- **What this task involves**
Exactly as given, reproduce the records in full.
[Entries supplied]
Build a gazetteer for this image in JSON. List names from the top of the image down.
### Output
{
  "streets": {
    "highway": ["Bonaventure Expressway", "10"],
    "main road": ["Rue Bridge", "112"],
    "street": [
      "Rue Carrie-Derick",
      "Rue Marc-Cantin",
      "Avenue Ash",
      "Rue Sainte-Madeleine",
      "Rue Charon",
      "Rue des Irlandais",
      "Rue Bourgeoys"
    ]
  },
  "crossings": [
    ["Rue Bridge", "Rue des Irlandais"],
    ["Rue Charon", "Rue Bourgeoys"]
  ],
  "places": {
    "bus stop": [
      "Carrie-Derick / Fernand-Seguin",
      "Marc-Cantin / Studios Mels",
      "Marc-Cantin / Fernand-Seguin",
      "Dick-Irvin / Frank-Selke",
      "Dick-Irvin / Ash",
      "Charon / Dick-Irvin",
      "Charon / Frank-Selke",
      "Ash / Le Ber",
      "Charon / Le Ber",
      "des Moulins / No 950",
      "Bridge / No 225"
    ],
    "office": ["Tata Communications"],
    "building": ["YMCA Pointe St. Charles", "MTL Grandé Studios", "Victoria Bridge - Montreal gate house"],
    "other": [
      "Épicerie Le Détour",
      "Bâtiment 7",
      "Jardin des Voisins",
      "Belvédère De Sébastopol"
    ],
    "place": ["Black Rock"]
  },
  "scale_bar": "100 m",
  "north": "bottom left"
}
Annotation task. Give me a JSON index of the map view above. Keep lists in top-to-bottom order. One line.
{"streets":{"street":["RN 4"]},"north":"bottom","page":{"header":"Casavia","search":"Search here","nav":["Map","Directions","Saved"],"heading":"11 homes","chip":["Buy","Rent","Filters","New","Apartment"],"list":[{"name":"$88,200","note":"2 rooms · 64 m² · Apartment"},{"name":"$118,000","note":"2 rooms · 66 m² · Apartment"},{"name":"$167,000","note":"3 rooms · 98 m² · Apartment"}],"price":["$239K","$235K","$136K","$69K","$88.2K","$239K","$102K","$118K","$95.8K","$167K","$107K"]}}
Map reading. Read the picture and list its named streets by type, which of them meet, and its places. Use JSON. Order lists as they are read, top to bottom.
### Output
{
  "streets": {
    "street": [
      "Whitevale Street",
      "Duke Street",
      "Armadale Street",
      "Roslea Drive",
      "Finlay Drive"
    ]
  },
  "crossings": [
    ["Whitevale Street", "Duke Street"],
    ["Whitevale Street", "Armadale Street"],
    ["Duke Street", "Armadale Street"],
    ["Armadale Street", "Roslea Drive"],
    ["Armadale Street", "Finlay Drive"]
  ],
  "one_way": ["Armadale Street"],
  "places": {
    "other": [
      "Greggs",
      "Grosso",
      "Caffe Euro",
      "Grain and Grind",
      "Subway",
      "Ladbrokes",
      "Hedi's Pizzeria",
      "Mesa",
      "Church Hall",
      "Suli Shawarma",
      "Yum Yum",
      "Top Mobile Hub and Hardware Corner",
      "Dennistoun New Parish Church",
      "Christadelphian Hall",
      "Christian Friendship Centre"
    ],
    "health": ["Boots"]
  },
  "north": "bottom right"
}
[/Entries supplied]
- **Response to this task**
Build a gazetteer for this image in JSON. List names from the top of the image down.
### Output
{
  "streets": {
    "highway": ["Bonaventure Expressway", "10"],
    "main road": ["Rue Bridge", "112"],
    "street": [
      "Rue Carrie-Derick",
      "Rue Marc-Cantin",
      "Avenue Ash",
      "Rue Sainte-Madeleine",
      "Rue Charon",
      "Rue des Irlandais",
      "Rue Bourgeoys"
    ]
  },
  "crossings": [
    ["Rue Bridge", "Rue des Irlandais"],
    ["Rue Charon", "Rue Bourgeoys"]
  ],
  "places": {
    "bus stop": [
      "Carrie-Derick / Fernand-Seguin",
      "Marc-Cantin / Studios Mels",
      "Marc-Cantin / Fernand-Seguin",
      "Dick-Irvin / Frank-Selke",
      "Dick-Irvin / Ash",
      "Charon / Dick-Irvin",
      "Charon / Frank-Selke",
      "Ash / Le Ber",
      "Charon / Le Ber",
      "des Moulins / No 950",
      "Bridge / No 225"
    ],
    "office": ["Tata Communications"],
    "building": ["YMCA Pointe St. Charles", "MTL Grandé Studios", "Victoria Bridge - Montreal gate house"],
    "other": [
      "Épicerie Le Détour",
      "Bâtiment 7",
      "Jardin des Voisins",
      "Belvédère De Sébastopol"
    ],
    "place": ["Black Rock"]
  },
  "scale_bar": "100 m",
  "north": "bottom left"
}
Annotation task. Give me a JSON index of the map view above. Keep lists in top-to-bottom order. One line.
{"streets":{"street":["RN 4"]},"north":"bottom","page":{"header":"Casavia","search":"Search here","nav":["Map","Directions","Saved"],"heading":"11 homes","chip":["Buy","Rent","Filters","New","Apartment"],"list":[{"name":"$88,200","note":"2 rooms · 64 m² · Apartment"},{"name":"$118,000","note":"2 rooms · 66 m² · Apartment"},{"name":"$167,000","note":"3 rooms · 98 m² · Apartment"}],"price":["$239K","$235K","$136K","$69K","$88.2K","$239K","$102K","$118K","$95.8K","$167K","$107K"]}}
Map reading. Read the picture and list its named streets by type, which of them meet, and its places. Use JSON. Order lists as they are read, top to bottom.
### Output
{
  "streets": {
    "street": [
      "Whitevale Street",
      "Duke Street",
      "Armadale Street",
      "Roslea Drive",
      "Finlay Drive"
    ]
  },
  "crossings": [
    ["Whitevale Street", "Duke Street"],
    ["Whitevale Street", "Armadale Street"],
    ["Duke Street", "Armadale Street"],
    ["Armadale Street", "Roslea Drive"],
    ["Armadale Street", "Finlay Drive"]
  ],
  "one_way": ["Armadale Street"],
  "places": {
    "other": [
      "Greggs",
      "Grosso",
      "Caffe Euro",
      "Grain and Grind",
      "Subway",
      "Ladbrokes",
      "Hedi's Pizzeria",
      "Mesa",
      "Church Hall",
      "Suli Shawarma",
      "Yum Yum",
      "Top Mobile Hub and Hardware Corner",
      "Dennistoun New Parish Church",
      "Christadelphian Hall",
      "Christian Friendship Centre"
    ],
    "health": ["Boots"]
  },
  "north": "bottom right"
}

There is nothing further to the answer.